(Saved data entries)
━━━━

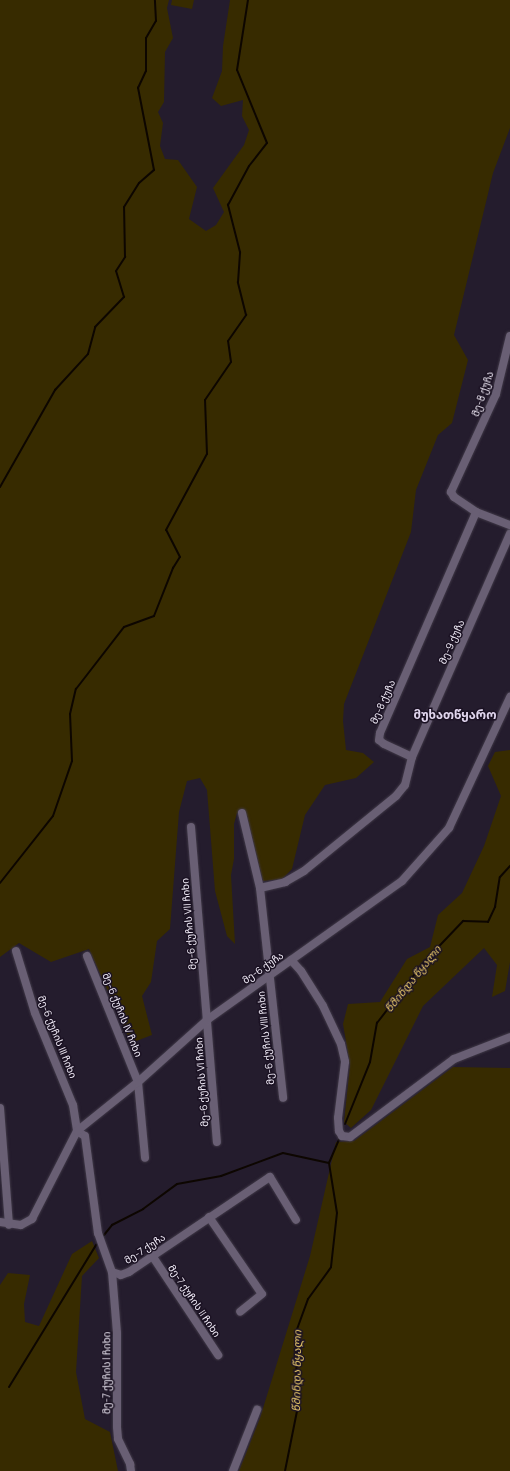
<!DOCTYPE html>
<meta charset="utf-8">
<style>
body{margin:0}
#map{position:relative;width:510px;height:1471px;overflow:hidden;background:#241c2d;font-family:Manrope,"Noto Sans Georgian",sans-serif}
div>[style]{position:absolute}
[style*='--x']{left:calc(var(--x)*1px);top:calc(var(--y)*1px);width:calc(var(--w)*1px);rotate:calc(var(--a)*1deg)}
.green>*{inset:0;background:#372b00}
.stream>*{height:2px;margin:-1px;padding:0 1px;transform-origin:1px;border-radius:1px;background:#0d0600}
.roads{filter:drop-shadow(0 0 1px #403947) drop-shadow(0 0 1px #403947)}
.street>*{height:8px;margin:-4px;padding:0 4px;transform-origin:4px;border-radius:4px;background:#695f74}
span{translate:-50% -50%;white-space:nowrap;text-align:center;line-height:1.15;-webkit-text-stroke:3px #1b1223;paint-order:stroke}
.street-label{font-size:10px;color:#f3eefa}
.water-label{font-size:11px;color:#f4d26c;font-style:italic}
.quarter-label{font-size:12px;color:#e1d6ee;font-weight:700}
</style>
<div id="map">
<div class="green">
<div style="clip-path:polygon(0 0,169px 0,167px 8px,173px 38px,165px 52px,164px 102px,158px 112px,163px 123px,160px 146px,165px 159px,178px 160px,197px 187px,189px 219px,206px 231px,216px 225px,224px 212px,213px 188px,244px 145px,249px 130px,242px 116px,243px 100px,221px 106px,212px 98px,222px 71px,223px 46px,230px 0,510px 0,510px 128px,493px 173px,454px 335px,468px 360px,452px 423px,438px 435px,416px 490px,411px 532px,344px 704px,343px 721px,346px 750px,363px 753px,374px 762px,356px 778px,325px 785px,305px 815px,292px 869px,282px 879px,263px 881px,247px 816px,237px 813px,234px 824px,234px 859px,231px 875px,235px 944px,227px 936px,215px 891px,207px 790px,200px 778px,187px 781px,179px 812px,170px 929px,157px 941px,151px 982px,142px 996px,152px 1035px,131px 1043px,89px 949px,51px 962px,19px 943px,0 957px)"></div>
<div style="clip-path:polygon(172px 0,194px 0,192px 9px,171px 5px)"></div>
<div style="clip-path:polygon(510px 750px,510px 962px,505px 991px,492px 997px,497px 965px,484px 948px,423px 1006px,371px 1110px,351px 1128px,344px 1122px,350px 1065px,343px 1024px,348px 1004px,380px 1002px,407px 959px,430px 947px,438px 915px,462px 893px,484px 846px,501px 796px,488px 766px,495px 752px)"></div>
<div style="clip-path:polygon(453px 1067px,510px 1068px,510px 1471px,239px 1471px,260px 1418px,310px 1256px,336px 1142px,354px 1141px,365px 1133px)"></div>
<div style="clip-path:polygon(92px 1241px,99px 1258px,82px 1276px,76px 1372px,85px 1419px,110px 1432px,118px 1471px,0 1471px,0 1285px,8px 1273px,30px 1275px,24px 1304px,25px 1322px,39px 1326px,72px 1254px)"></div>
</div>
<div class="stream">
<div style="--x:0;--y:487;--w:112;--a:-60.4"></div>
<div style="--x:55;--y:390;--w:49;--a:-47.5"></div>
<div style="--x:88;--y:354;--w:28;--a:-75"></div>
<div style="--x:95;--y:327;--w:42;--a:-46"></div>
<div style="--x:124;--y:297;--w:27;--a:-107"></div>
<div style="--x:116;--y:271;--w:17;--a:-57"></div>
<div style="--x:125;--y:257;--w:50;--a:-91.1"></div>
<div style="--x:124;--y:207;--w:28;--a:-58"></div>
<div style="--x:139;--y:183;--w:20;--a:-41"></div>
<div style="--x:154;--y:170;--w:84;--a:-101"></div>
<div style="--x:138;--y:88;--w:19;--a:-65"></div>
<div style="--x:146;--y:71;--w:33;--a:-90"></div>
<div style="--x:146;--y:38;--w:20;--a:-60"></div>
<div style="--x:156;--y:21;--w:21;--a:-93"></div>
<div style="--x:0;--y:883;--w:85;--a:-51.7"></div>
<div style="--x:53;--y:816;--w:58;--a:-70.9"></div>
<div style="--x:72;--y:761;--w:47;--a:-92.4"></div>
<div style="--x:70;--y:714;--w:26;--a:-77"></div>
<div style="--x:76;--y:689;--w:78;--a:-52.3"></div>
<div style="--x:124;--y:627;--w:32;--a:-20"></div>
<div style="--x:154;--y:616;--w:52;--a:-68.4"></div>
<div style="--x:173;--y:568;--w:13;--a:-58"></div>
<div style="--x:180;--y:557;--w:30;--a:-117"></div>
<div style="--x:166;--y:530;--w:86;--a:-61.7"></div>
<div style="--x:207;--y:454;--w:54;--a:-92.1"></div>
<div style="--x:205;--y:400;--w:46;--a:-55.6"></div>
<div style="--x:231;--y:362;--w:21;--a:-98"></div>
<div style="--x:228;--y:341;--w:32;--a:-55"></div>
<div style="--x:246;--y:315;--w:34;--a:-104"></div>
<div style="--x:238;--y:282;--w:30;--a:-86"></div>
<div style="--x:240;--y:252;--w:49;--a:-104.3"></div>
<div style="--x:228;--y:205;--w:44;--a:-61.7"></div>
<div style="--x:249;--y:166;--w:29;--a:-52"></div>
<div style="--x:267;--y:143;--w:79;--a:-112.3"></div>
<div style="--x:237;--y:70;--w:71;--a:-81.1"></div>
<div style="--x:345;--y:1124;--w:67;--a:-68"></div>
<div style="--x:370;--y:1062;--w:40;--a:-80"></div>
<div style="--x:377;--y:1023;--w:77;--a:-52.4"></div>
<div style="--x:424;--y:962;--w:57;--a:-46.4"></div>
<div style="--x:463;--y:921;--w:25;--a:2"></div>
<div style="--x:488;--y:922;--w:17;--a:-65"></div>
<div style="--x:495;--y:907;--w:30;--a:-81"></div>
<div style="--x:500;--y:877;--w:15;--a:-48"></div>
<div style="--x:104;--y:1235;--w:13;--a:-51"></div>
<div style="--x:112;--y:1225;--w:35;--a:-27"></div>
<div style="--x:143;--y:1209;--w:42;--a:-36.3"></div>
<div style="--x:177;--y:1184;--w:45;--a:-10.3"></div>
<div style="--x:221;--y:1176;--w:66;--a:-20.4"></div>
<div style="--x:283;--y:1153;--w:47;--a:12.3"></div>
<div style="--x:9;--y:1387;--w:167;--a:-58.5"></div>
<div style="--x:285;--y:1471;--w:61;--a:-78.7"></div>
<div style="--x:297;--y:1411;--w:79;--a:-90.7"></div>
<div style="--x:296;--y:1332;--w:35;--a:-70"></div>
<div style="--x:308;--y:1299;--w:39;--a:-54"></div>
<div style="--x:331;--y:1267;--w:54;--a:-83.7"></div>
<div style="--x:337;--y:1213;--w:51;--a:-99.1"></div>
<div style="--x:329;--y:1163;--w:26;--a:-67"></div>
</div>
<div class="roads">
<div class="street">
<div style="--x:510;--y:336;--w:60;--a:103.6"></div>
<div style="--x:496;--y:394;--w:108;--a:114.7"></div>
<div style="--x:451;--y:492;--w:6;--a:59"></div>
<div style="--x:454;--y:497;--w:27;--a:34"></div>
<div style="--x:476;--y:512;--w:36;--a:21"></div>
<div style="--x:412;--y:757;--w:31;--a:-155"></div>
<div style="--x:384;--y:744;--w:6;--a:-141"></div>
<div style="--x:379;--y:740;--w:7;--a:-82"></div>
<div style="--x:380;--y:733;--w:241;--a:-66.5"></div>
<div style="--x:242;--y:813;--w:77;--a:76.5"></div>
<div style="--x:260;--y:888;--w:211;--a:83.7"></div>
<div style="--x:191;--y:827;--w:316;--a:85.3"></div>
<div style="--x:260;--y:888;--w:26;--a:-13"></div>
<div style="--x:285;--y:882;--w:22;--a:-30"></div>
<div style="--x:304;--y:871;--w:119;--a:-39.2"></div>
<div style="--x:396;--y:796;--w:14;--a:-51"></div>
<div style="--x:405;--y:785;--w:29;--a:-76"></div>
<div style="--x:412;--y:757;--w:244;--a:-66.3"></div>
<div style="--x:16;--y:951;--w:65;--a:73"></div>
<div style="--x:35;--y:1013;--w:100;--a:67.6"></div>
<div style="--x:73;--y:1105;--w:26;--a:81"></div>
<div style="--x:87;--y:956;--w:136;--a:68"></div>
<div style="--x:138;--y:1082;--w:76;--a:84.7"></div>
<div style="--x:291;--y:960;--w:15;--a:48"></div>
<div style="--x:301;--y:971;--w:41;--a:57.8"></div>
<div style="--x:323;--y:1006;--w:42;--a:64.7"></div>
<div style="--x:341;--y:1044;--w:18;--a:77"></div>
<div style="--x:345;--y:1062;--w:56;--a:97.1"></div>
<div style="--x:338;--y:1118;--w:13;--a:86"></div>
<div style="--x:339;--y:1131;--w:6;--a:59"></div>
<div style="--x:342;--y:1136;--w:8;--a:7"></div>
<div style="--x:350;--y:1137;--w:130;--a:-36.9"></div>
<div style="--x:454;--y:1059;--w:60;--a:-21.4"></div>
<div style="--x:0;--y:1108;--w:117;--a:85.6"></div>
<div style="--x:77;--y:1131;--w:9;--a:32"></div>
<div style="--x:85;--y:1136;--w:98;--a:82.4"></div>
<div style="--x:98;--y:1233;--w:41;--a:70.3"></div>
<div style="--x:112;--y:1272;--w:9;--a:18"></div>
<div style="--x:121;--y:1275;--w:9;--a:-21"></div>
<div style="--x:129;--y:1272;--w:170;--a:-34"></div>
<div style="--x:270;--y:1177;--w:50;--a:58.8"></div>
<div style="--x:209;--y:1217;--w:93;--a:55.5"></div>
<div style="--x:262;--y:1294;--w:28;--a:141"></div>
<div style="--x:0;--y:1222;--w:21;--a:8"></div>
<div style="--x:21;--y:1225;--w:13;--a:-29"></div>
<div style="--x:32;--y:1219;--w:99;--a:-62.9"></div>
<div style="--x:77;--y:1131;--w:78;--a:-38.8"></div>
<div style="--x:138;--y:1082;--w:93;--a:-41.9"></div>
<div style="--x:207;--y:1020;--w:239;--a:-35.5"></div>
<div style="--x:402;--y:881;--w:71;--a:-48.4"></div>
<div style="--x:449;--y:828;--w:145;--a:-65"></div>
<div style="--x:153;--y:1257;--w:118;--a:56.4"></div>
<div style="--x:112;--y:1272;--w:61;--a:85.3"></div>
<div style="--x:117;--y:1333;--w:94;--a:90"></div>
<div style="--x:117;--y:1427;--w:12;--a:85"></div>
<div style="--x:118;--y:1439;--w:28;--a:64"></div>
<div style="--x:130;--y:1464;--w:7;--a:82"></div>
<div style="--x:233;--y:1471;--w:66;--a:-68.5"></div>
</div>
</div>
<div class="street-label">
<span style="left:483px;top:394px;rotate:-71deg">მე-8 ქუჩა</span>
<span style="left:452px;top:642px;rotate:-66deg">მე-9 ქუჩა</span>
<span style="left:383px;top:702px;rotate:-66deg">მე-8 ქუჩა</span>
<span style="left:189px;top:924px;rotate:-95deg">მე-6 ქუჩის VII ჩიხი</span>
<span style="left:263px;top:968px;rotate:-35deg">მე-6 ქუჩა</span>
<span style="left:122px;top:1015px;rotate:68deg">მე-6 ქუჩის IV ჩიხი</span>
<span style="left:57px;top:1037px;rotate:68deg">მე-6 ქუჩის III ჩიხი</span>
<span style="left:266px;top:1038px;rotate:-96deg">მე-6 ქუჩის VIII ჩიხი</span>
<span style="left:202px;top:1082px;rotate:-94deg">მე-6 ქუჩის VI ჩიხი</span>
<span style="left:145px;top:1249px;rotate:-33deg">მე-7 ქუჩა</span>
<span style="left:194px;top:1301px;rotate:56deg">მე-7 ქუჩის II ჩიხი</span>
<span style="left:107px;top:1373px;rotate:-90deg">მე-7 ქუჩის I ჩიხი</span>
</div>
<div class="water-label">
<span style="left:413px;top:979px;rotate:-51deg">წმინდა წყალი</span>
<span style="left:297px;top:1371px;rotate:-89deg">წმინდა წყალი</span>
</div>
<div class="quarter-label">
<span style="left:455px;top:715px">მუხათწყარო</span>
</div>
</div>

━━━━

▶ [Prompt]
Among the entries, find each line that includes the string "label" and copy it.

▶ [Problem solution]
.street-label{font-size:10px;color:#f3eefa}
.water-label{font-size:11px;color:#f4d26c;font-style:italic}
.quarter-label{font-size:12px;color:#e1d6ee;font-weight:700}
<div class="street-label">
<div class="water-label">
<div class="quarter-label">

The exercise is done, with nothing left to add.